Personnellement, je n’ai jamais essayé ni héroïne ni cocaïne, pour une question morale, et aussi parce que j’ai grandi dans une région où il était très difficile de se droguer: la Camorra ne vendait pas de drogue sur son propre territoire. Sur la base des témoignages que j’ai entendus, l’héroïne est la reine des drogues pour procurer la même sensation qu’un orgasme pendant quinze minutes.

Avec la cocaïne, c’est exactement le contraire : ce n’est pas une phase de quelques minutes, c’est un état beaucoup plus long pendant lequel il y a une hyperperception des choses. Si je suis sous l’effet de la cocaïne, je n’ai pas une déformation de la réalité, mais j’en éprouve mille fois plus la sensation. Ça épouse pleinement notre temps, où tout est communication. Plus le monde accélère, plus il y a de coke; moins on a de temps pour des relations stables et des échanges réels, plus il y a de coke.

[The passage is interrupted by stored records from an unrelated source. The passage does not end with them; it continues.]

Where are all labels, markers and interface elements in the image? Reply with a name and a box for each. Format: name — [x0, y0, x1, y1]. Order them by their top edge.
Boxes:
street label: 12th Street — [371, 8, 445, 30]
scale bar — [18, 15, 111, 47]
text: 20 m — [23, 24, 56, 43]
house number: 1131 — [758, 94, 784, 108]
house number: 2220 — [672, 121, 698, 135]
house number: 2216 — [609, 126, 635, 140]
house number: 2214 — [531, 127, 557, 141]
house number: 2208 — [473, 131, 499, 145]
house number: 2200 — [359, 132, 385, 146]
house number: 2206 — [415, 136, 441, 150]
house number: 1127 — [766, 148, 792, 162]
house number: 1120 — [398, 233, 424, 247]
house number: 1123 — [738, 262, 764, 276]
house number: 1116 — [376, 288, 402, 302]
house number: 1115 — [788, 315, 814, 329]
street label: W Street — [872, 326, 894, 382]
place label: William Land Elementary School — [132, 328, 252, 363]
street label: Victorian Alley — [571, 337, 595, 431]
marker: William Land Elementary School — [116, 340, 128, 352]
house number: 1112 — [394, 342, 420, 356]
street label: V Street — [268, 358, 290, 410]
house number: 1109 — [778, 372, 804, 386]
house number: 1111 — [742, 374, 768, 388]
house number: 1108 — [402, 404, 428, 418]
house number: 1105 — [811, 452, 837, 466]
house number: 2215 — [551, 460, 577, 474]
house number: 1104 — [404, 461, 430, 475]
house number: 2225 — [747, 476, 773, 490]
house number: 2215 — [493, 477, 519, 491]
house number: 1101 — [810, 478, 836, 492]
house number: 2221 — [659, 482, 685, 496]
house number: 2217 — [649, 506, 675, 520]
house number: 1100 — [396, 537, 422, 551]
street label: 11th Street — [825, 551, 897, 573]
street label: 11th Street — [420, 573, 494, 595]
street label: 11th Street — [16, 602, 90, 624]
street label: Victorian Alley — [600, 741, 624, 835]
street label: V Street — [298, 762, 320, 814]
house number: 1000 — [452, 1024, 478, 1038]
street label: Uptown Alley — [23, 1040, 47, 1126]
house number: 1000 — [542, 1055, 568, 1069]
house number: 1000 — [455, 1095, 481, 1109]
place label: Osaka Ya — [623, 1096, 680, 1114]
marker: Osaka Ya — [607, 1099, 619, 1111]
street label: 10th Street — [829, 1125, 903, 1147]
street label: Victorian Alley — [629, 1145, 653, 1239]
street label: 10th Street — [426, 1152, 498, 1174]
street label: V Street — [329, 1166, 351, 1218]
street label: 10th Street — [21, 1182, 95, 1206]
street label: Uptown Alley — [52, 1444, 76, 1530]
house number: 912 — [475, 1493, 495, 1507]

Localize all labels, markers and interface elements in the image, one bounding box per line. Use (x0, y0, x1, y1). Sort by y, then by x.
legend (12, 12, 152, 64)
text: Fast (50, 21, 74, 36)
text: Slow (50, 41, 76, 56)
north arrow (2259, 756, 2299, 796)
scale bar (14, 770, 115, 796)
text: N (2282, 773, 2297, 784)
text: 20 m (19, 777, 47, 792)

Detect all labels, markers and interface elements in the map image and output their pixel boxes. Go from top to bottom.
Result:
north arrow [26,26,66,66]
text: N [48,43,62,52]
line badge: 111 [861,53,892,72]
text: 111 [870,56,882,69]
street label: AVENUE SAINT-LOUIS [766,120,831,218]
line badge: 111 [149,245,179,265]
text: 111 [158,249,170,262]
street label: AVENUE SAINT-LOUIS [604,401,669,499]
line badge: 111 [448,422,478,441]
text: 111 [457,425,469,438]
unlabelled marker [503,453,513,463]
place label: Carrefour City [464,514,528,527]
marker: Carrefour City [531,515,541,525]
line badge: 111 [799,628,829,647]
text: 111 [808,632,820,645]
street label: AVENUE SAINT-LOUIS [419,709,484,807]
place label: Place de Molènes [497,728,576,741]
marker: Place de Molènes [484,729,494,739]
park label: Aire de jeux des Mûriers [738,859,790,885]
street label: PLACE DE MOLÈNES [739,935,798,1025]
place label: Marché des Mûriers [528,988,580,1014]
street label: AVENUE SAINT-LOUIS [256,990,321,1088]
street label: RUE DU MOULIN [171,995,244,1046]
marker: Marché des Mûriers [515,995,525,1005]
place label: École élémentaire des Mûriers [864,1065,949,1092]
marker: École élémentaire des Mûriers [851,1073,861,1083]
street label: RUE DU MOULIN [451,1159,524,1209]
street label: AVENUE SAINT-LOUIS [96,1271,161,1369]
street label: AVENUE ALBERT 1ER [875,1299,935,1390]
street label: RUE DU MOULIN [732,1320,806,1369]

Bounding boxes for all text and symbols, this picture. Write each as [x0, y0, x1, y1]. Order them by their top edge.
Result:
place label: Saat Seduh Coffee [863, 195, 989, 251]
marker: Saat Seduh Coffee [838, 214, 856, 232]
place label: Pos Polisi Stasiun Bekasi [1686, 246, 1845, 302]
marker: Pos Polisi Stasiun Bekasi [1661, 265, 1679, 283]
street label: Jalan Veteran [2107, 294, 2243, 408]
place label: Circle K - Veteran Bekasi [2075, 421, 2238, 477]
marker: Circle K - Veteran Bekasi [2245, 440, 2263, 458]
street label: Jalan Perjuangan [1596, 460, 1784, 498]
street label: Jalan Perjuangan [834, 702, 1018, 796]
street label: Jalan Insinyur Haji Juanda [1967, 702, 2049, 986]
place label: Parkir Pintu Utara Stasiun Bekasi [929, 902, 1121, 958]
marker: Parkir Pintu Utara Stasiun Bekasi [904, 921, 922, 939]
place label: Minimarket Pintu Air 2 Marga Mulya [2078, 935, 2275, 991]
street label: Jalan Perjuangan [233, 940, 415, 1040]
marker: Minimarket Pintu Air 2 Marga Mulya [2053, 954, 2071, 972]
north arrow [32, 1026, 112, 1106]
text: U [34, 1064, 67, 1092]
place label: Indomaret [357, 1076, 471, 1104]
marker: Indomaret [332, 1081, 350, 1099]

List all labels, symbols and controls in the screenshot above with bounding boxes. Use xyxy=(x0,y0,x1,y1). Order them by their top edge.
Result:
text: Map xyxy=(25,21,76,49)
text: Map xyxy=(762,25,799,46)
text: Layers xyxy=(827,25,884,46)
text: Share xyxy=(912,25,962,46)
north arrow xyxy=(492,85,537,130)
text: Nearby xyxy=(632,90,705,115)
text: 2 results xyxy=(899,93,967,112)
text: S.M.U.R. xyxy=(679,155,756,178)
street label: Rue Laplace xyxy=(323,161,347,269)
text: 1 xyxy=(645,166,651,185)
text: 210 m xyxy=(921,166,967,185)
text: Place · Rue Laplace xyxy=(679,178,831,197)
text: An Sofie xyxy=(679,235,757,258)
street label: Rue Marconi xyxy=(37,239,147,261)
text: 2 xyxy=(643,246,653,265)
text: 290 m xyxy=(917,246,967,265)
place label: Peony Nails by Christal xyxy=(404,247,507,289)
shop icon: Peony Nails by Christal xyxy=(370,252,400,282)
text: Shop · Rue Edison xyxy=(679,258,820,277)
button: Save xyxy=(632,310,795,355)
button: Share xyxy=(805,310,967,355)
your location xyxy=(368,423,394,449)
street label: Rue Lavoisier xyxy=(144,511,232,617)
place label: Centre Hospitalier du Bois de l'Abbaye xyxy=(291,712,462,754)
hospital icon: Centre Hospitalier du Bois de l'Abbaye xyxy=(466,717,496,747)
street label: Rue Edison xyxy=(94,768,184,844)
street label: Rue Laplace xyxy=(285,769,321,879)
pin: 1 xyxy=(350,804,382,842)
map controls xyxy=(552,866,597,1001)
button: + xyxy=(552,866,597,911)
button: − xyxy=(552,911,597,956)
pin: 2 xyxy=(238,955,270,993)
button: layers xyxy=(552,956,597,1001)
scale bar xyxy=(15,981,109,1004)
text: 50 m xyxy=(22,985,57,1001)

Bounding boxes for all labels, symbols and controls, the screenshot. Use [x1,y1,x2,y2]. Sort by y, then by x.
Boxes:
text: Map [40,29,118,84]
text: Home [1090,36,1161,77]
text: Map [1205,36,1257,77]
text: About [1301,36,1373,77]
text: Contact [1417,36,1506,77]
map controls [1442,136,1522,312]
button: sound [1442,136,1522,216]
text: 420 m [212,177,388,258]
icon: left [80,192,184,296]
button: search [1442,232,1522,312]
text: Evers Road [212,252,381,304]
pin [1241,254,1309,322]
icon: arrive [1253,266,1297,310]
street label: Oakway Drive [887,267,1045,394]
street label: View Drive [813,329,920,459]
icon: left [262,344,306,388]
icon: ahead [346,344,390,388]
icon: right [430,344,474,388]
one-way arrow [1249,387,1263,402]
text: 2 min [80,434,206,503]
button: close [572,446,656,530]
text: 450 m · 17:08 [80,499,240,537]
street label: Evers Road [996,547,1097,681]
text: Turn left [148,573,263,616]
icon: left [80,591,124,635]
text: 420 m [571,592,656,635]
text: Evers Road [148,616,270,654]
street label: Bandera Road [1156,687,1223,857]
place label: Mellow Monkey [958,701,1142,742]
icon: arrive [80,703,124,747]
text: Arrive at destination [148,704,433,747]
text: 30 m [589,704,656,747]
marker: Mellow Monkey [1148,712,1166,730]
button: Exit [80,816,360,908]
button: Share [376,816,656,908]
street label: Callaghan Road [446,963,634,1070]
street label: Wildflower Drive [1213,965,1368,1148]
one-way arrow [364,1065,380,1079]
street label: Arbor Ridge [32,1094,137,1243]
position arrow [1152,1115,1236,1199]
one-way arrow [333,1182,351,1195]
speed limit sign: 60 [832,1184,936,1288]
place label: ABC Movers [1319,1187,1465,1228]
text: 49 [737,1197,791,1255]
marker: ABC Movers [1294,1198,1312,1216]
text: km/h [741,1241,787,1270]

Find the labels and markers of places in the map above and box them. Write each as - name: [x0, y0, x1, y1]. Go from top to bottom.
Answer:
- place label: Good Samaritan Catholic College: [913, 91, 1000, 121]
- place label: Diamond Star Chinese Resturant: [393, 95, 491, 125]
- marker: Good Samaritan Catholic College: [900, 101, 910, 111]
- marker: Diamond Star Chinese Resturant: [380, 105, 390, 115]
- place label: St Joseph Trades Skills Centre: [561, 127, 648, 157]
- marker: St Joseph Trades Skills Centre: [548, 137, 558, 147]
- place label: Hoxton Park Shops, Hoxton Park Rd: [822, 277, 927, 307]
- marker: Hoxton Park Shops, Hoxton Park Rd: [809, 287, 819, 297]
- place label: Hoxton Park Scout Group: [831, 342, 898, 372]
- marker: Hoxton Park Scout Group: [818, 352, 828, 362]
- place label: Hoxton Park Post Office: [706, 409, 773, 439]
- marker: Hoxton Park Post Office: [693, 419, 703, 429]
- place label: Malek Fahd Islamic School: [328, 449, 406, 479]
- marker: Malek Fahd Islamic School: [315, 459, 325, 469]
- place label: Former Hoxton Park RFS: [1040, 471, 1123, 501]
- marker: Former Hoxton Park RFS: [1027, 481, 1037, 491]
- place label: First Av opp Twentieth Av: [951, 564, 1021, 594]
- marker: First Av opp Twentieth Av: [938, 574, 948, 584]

Quelle est la nouvelle carte du monde de la cocaïne aujourd’hui?

Le centre du monde, pour ce qui concerne le narcotrafic en tant que pouvoir criminel, c’est le Mexique, frontalier des Etats-Unis. Pour arriver en Europe – le marché européen de la coke a presque rejoint celui de l’Amérique -, la cocaïne passe à travers l’Afrique (francophone, notamment) équatoriale. Et puis elle arrive en Europe à travers l’Espagne ou les pays d’Europe de l’Est. Le premier pays producteur au cours de ces derniers mois, c’est le Pérou, ce n’est plus la Colombie qui est devenue le deuxième. Et la cocaïne de meilleure qualité, c’est la cocaïne bolivienne.

C’est au Mexique qu’a eu lieu la première révolution dans le trafic de la cocaïne.

Le grand tournant a eu lieu dans les années 1980 quand les Mexicains se positionnèrent en véritables distributeurs, et non plus en simples transporteurs. Cela se passe comme dans la grande distribution : le distributeur devient souvent le principal concurrent du producteur et bientôt le dépasse en profits.

Le mot «cartel» fait partie du vocabulaire économique et désigne les producteurs qui fixent d’un commun accord les prix et les quantités, qui décident comment, où et quand commercialiser un bien. Ce qui est valable pour l’économie légale l’est pour l’économie illégale.

La révolution s’est produite quand Pablo Escobar dit «El Magico», le parrain colombien de Medellín, passa un accord avec Félix Gallardo surnommé « El Padrino», ancien de la police judiciaire fédérale du Mexique. C’est Félix Gallardo qui créa les cartels mexicains en structurant le territoire en zones et en établissant un modèle de cohabitation entre cartels.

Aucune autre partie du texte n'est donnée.